In regard to sub-section (2) (a) and (b), perhaps the Minister would clear up a lot of doubt about this matter. He may not be in a position to do it now but could do it at some stage of the Bill. Perhaps he would outline clearly under what sections of the Income Tax Acts any of the criminal proceedings or other proceedings envisaged in (a) and (b) could be taken. I do not mind if I do not get an answer to that now, but would like to get an idea of the position at some stage.

Question put and agreed to.
SECTION 5.

I move amendment No. 5:—

In sub-section (1), page 7, line 11, before "post" to insert "registered".

In various places throughout the Income Tax Acts and in this Bill, there is mention of notice to be given by the Revenue Commissioners. We all know that ordinary letters—particularly if they are sent to people down the country—do not get the attention they deserve. Statutory notices as provided in this Bill should, therefore, be sent by registered post, so that everyone may know they are important.

This question of serving notices by post is rather a difficult matter, I believe. There is not much substance in it. There is the difficulty that the existing provision in this regard is incomplete and it is thought well to make it general. Secondly, in the income-tax law as it stands, some officer or assistant secretary had to sign practically all documents and that, of course, in the growing business of the Revenue Commissioners, would be nearly impossible. It is proposed to allow authorised officers to sign notices and certain letters. These two matters are being made right. There is no change in the existing practice, and these things have been more or less going on in that way. I should say that there has been no complaint about the way things have been going on. I think those are the two points which really arise in this section.

Is that the best explanation the Minister can give? It is as clear as mud. However, I shall talk about it on the section.

Amendment, by leave, withdrawn.

I move amendment No. 6:—

In sub-section (5), page 7, to delete all words from and including "but" in line 31 down to the end of the sub-section.

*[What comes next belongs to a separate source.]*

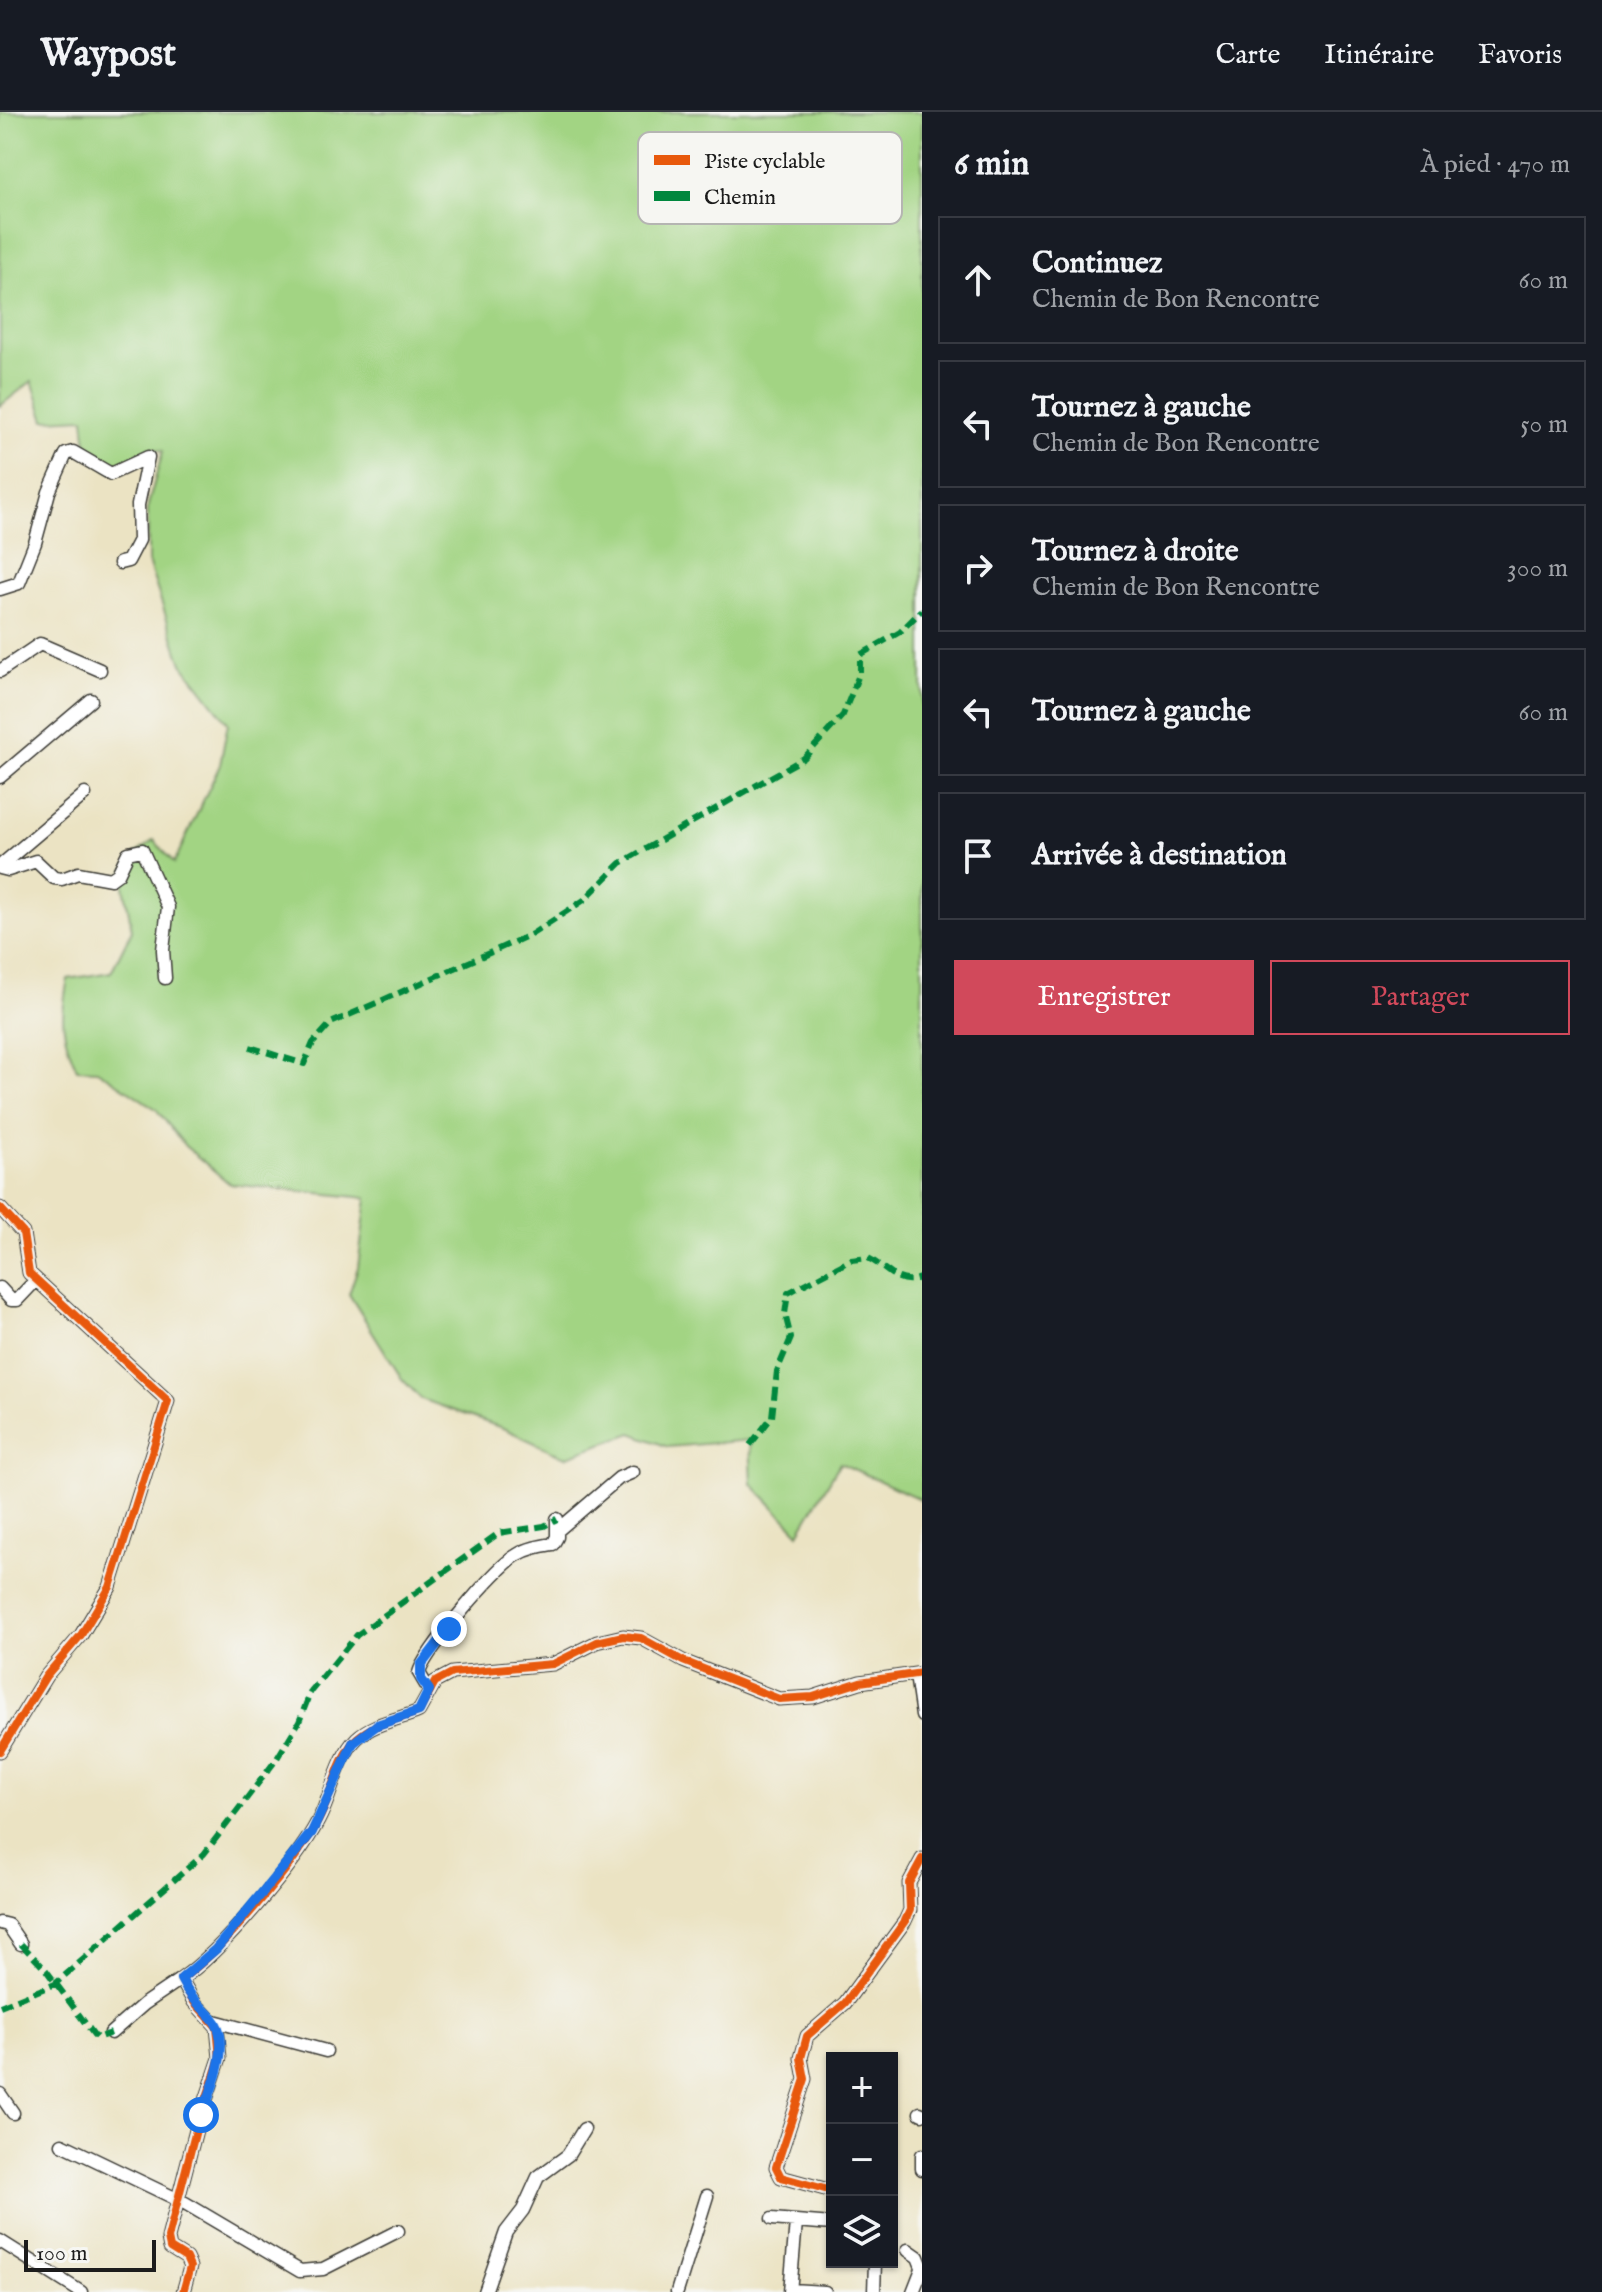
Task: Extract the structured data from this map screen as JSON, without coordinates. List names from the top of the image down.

I cannot see the purpose of sub-section (5) unless the Minister is entirely wrong in the explanation he has just given. It seems to me that what has happened is that people have been illegally signing notices in the Revenue Commissioners' offices up to this and that the Minister now wants to validate it in this way. Furthermore, it seems that, as provided by sub-section (1), notice is being given by post of certain matters and that it was invalid and illegal to give these notices by post and we have here another retroactive sub-section in sub-section (5).

My amendment proposes to delete the provision that notices, before the passing of this Act, would now be validated even though they were invalid. I do not know what the Minister is getting at, but on the face of it it would appear that somebody has had tax collected from him without the appropriate formalities having been gone through and that it is proposed now to slide in a little sub-section, sub-section (5), to make sure that everybody is protected, even though the tax was collected illegally. There must be some purpose behind it.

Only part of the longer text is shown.